# WHAT YOU ARE ASKED TO DO
Where a line contains the word "SLAMET", copy that line from the records below.

+++

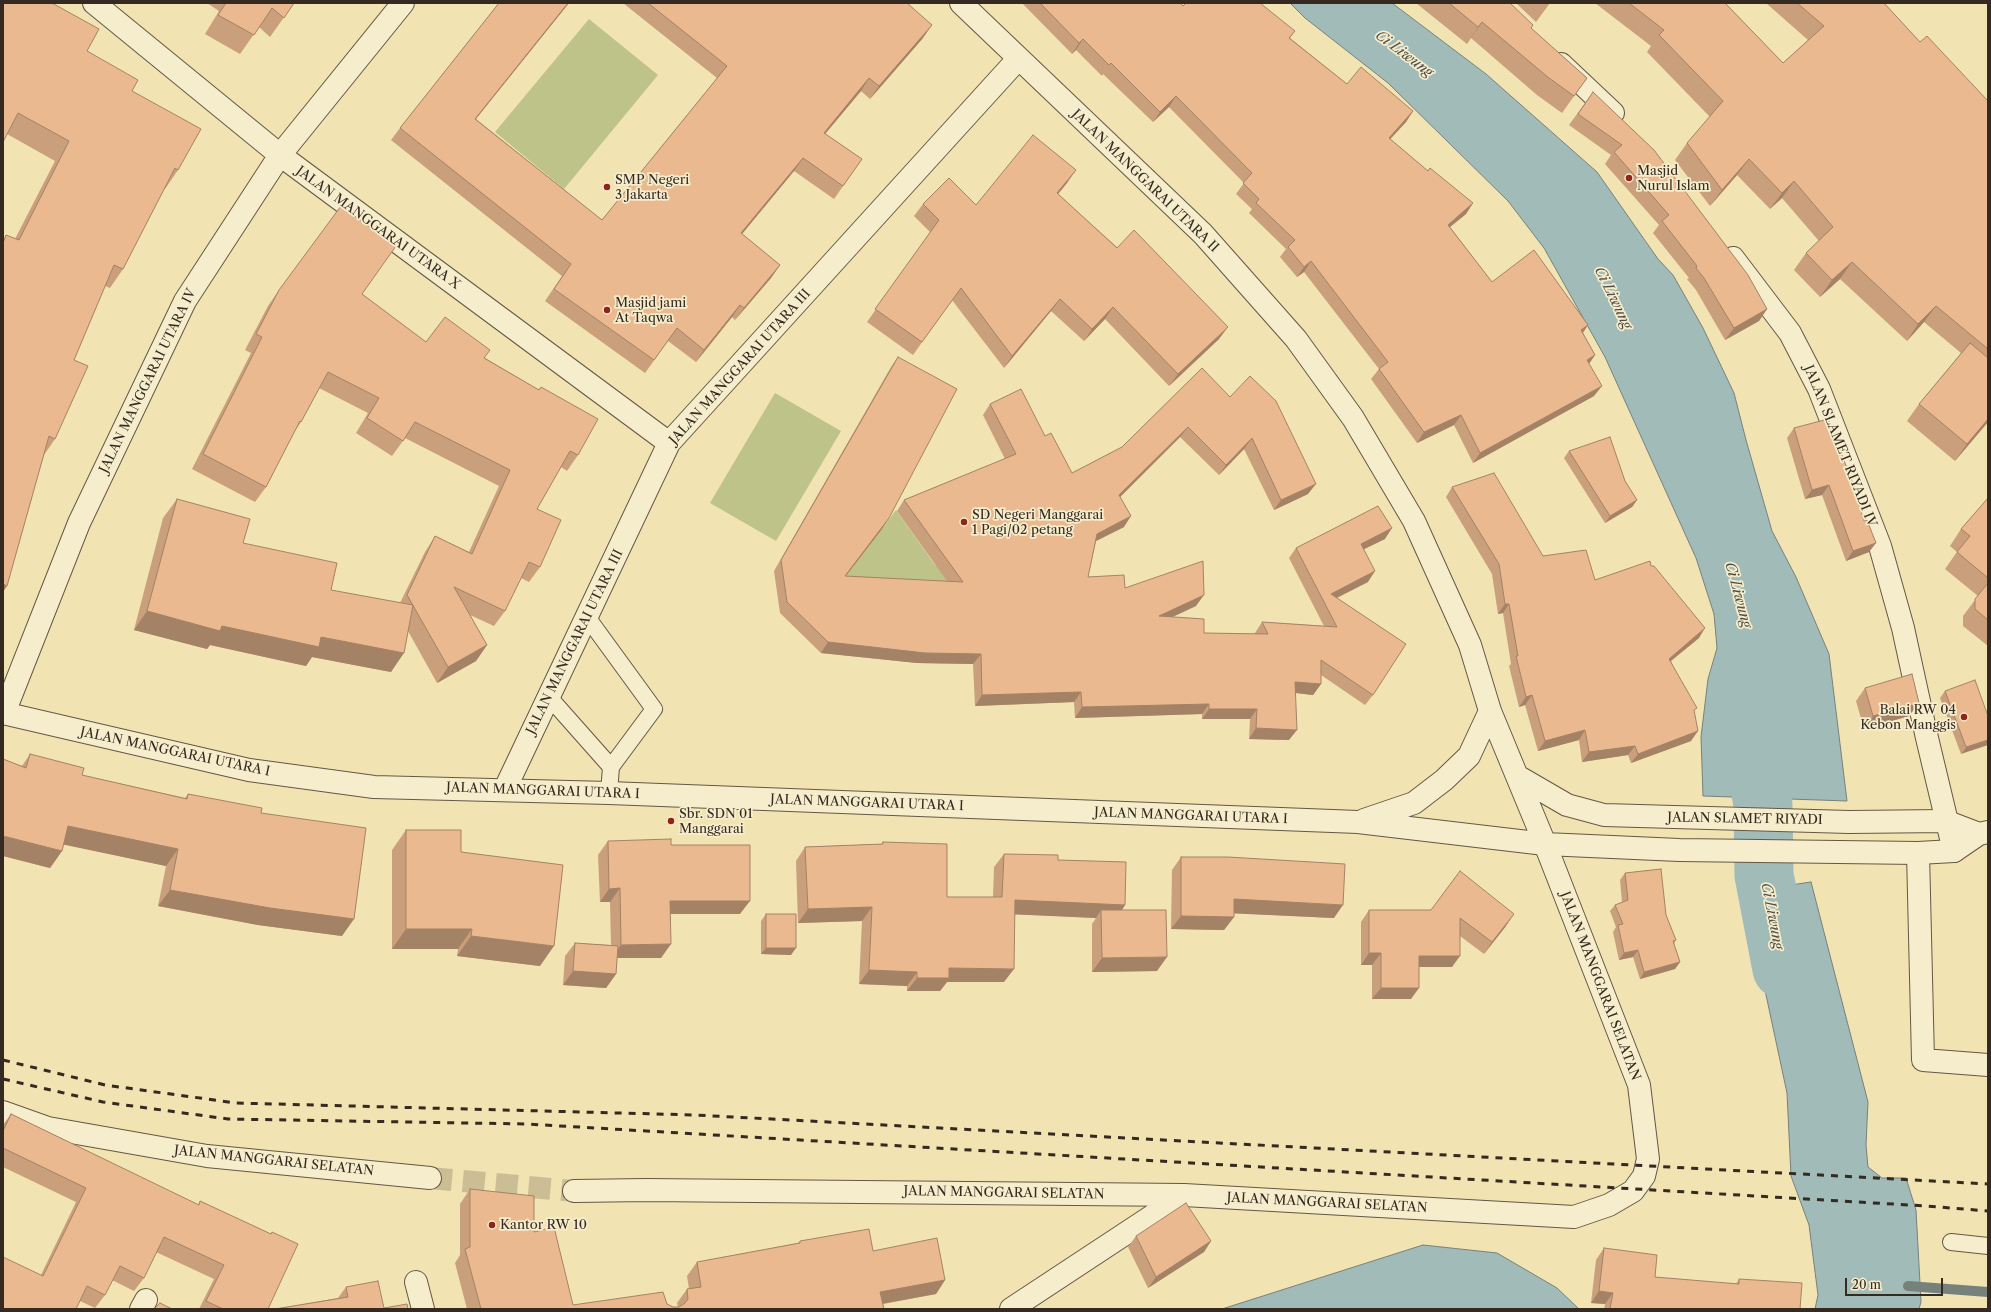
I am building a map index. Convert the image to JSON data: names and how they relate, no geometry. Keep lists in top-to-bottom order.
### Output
{
  "streets": {
    "street": [
      "JALAN MANGGARAI UTARA II",
      "JALAN MANGGARAI UTARA X",
      "JALAN MANGGARAI UTARA III",
      "JALAN MANGGARAI UTARA IV",
      "JALAN SLAMET RIYADI IV",
      "JALAN MANGGARAI UTARA I",
      "JALAN SLAMET RIYADI",
      "JALAN MANGGARAI SELATAN"
    ]
  },
  "crossings": [
    ["JALAN MANGGARAI UTARA II", "JALAN MANGGARAI UTARA III"],
    ["JALAN MANGGARAI UTARA II", "JALAN SLAMET RIYADI"],
    ["JALAN MANGGARAI UTARA II", "JALAN MANGGARAI SELATAN"],
    ["JALAN MANGGARAI UTARA X", "JALAN MANGGARAI UTARA III"],
    ["JALAN MANGGARAI UTARA X", "JALAN MANGGARAI UTARA IV"],
    ["JALAN MANGGARAI UTARA III", "JALAN MANGGARAI UTARA I"],
    ["JALAN MANGGARAI UTARA IV", "JALAN MANGGARAI UTARA I"],
    ["JALAN SLAMET RIYADI IV", "JALAN SLAMET RIYADI"],
    ["JALAN MANGGARAI UTARA I", "JALAN MANGGARAI SELATAN"],
    ["JALAN SLAMET RIYADI", "JALAN MANGGARAI SELATAN"]
  ],
  "water": ["Ci Liwung"],
  "places": [
    "Masjid Nurul Islam",
    "SMP Negeri 3 Jakarta",
    "Masjid jami At Taqwa",
    "SD Negeri Manggarai 1 Pagi/02 petang",
    "Balai RW 04 Kebon Manggis",
    "Sbr. SDN 01 Manggarai",
    "Kantor RW 10"
  ],
  "scale_bar": "20 m"
}
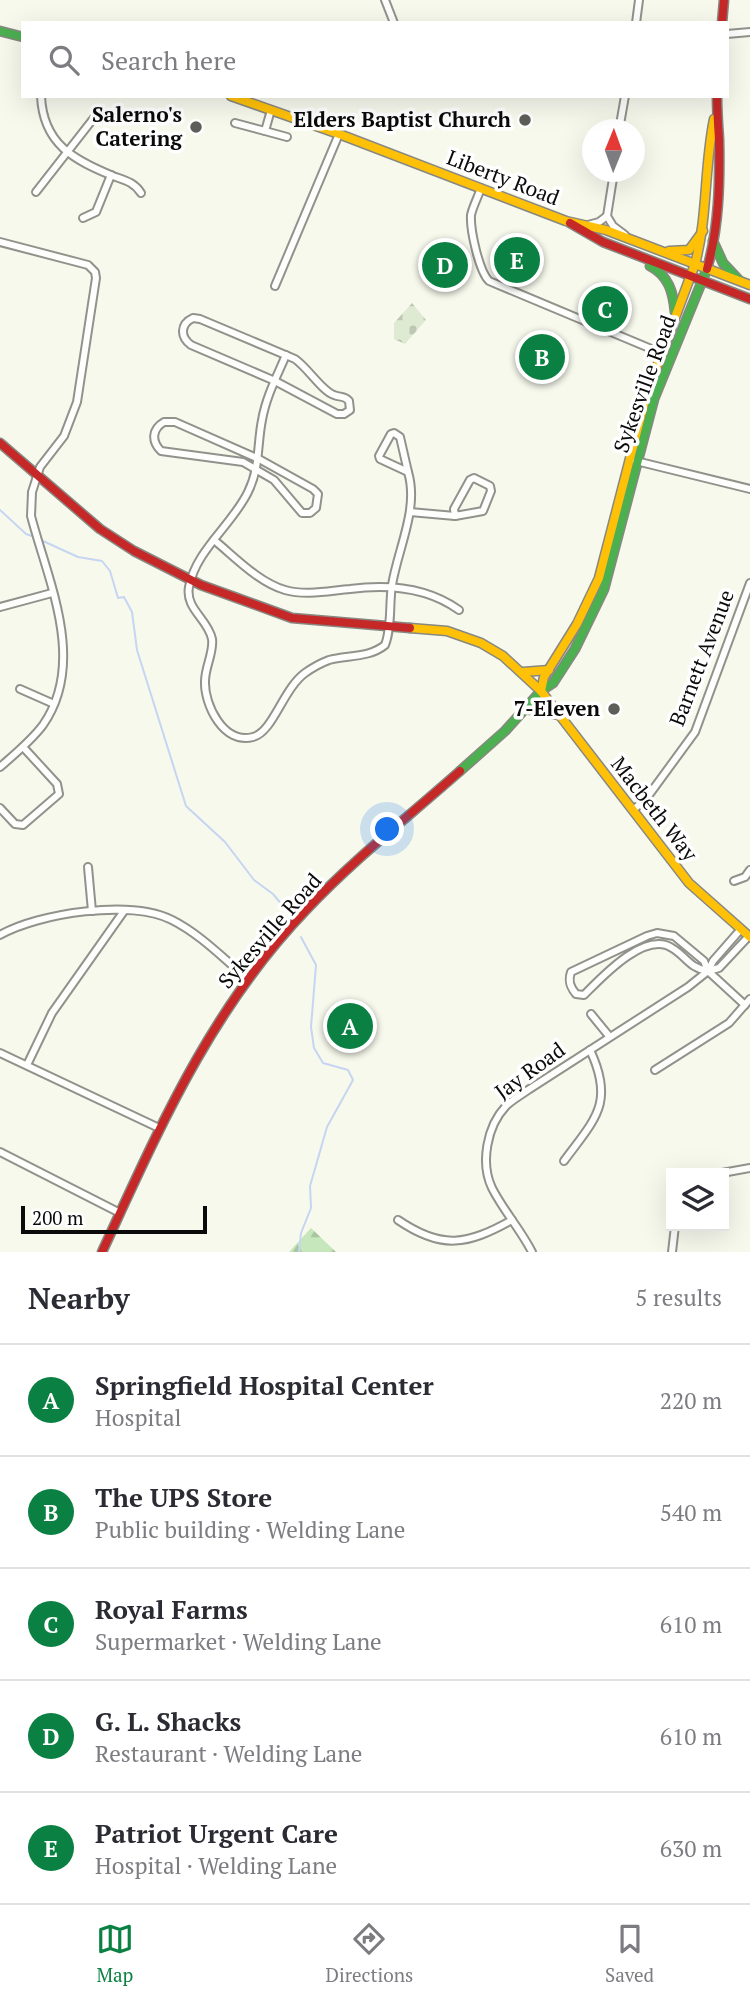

+++

# WRITTEN ANSWER
      "JALAN SLAMET RIYADI IV",
      "JALAN SLAMET RIYADI",
    ["JALAN MANGGARAI UTARA II", "JALAN SLAMET RIYADI"],
    ["JALAN SLAMET RIYADI IV", "JALAN SLAMET RIYADI"],
    ["JALAN SLAMET RIYADI", "JALAN MANGGARAI SELATAN"]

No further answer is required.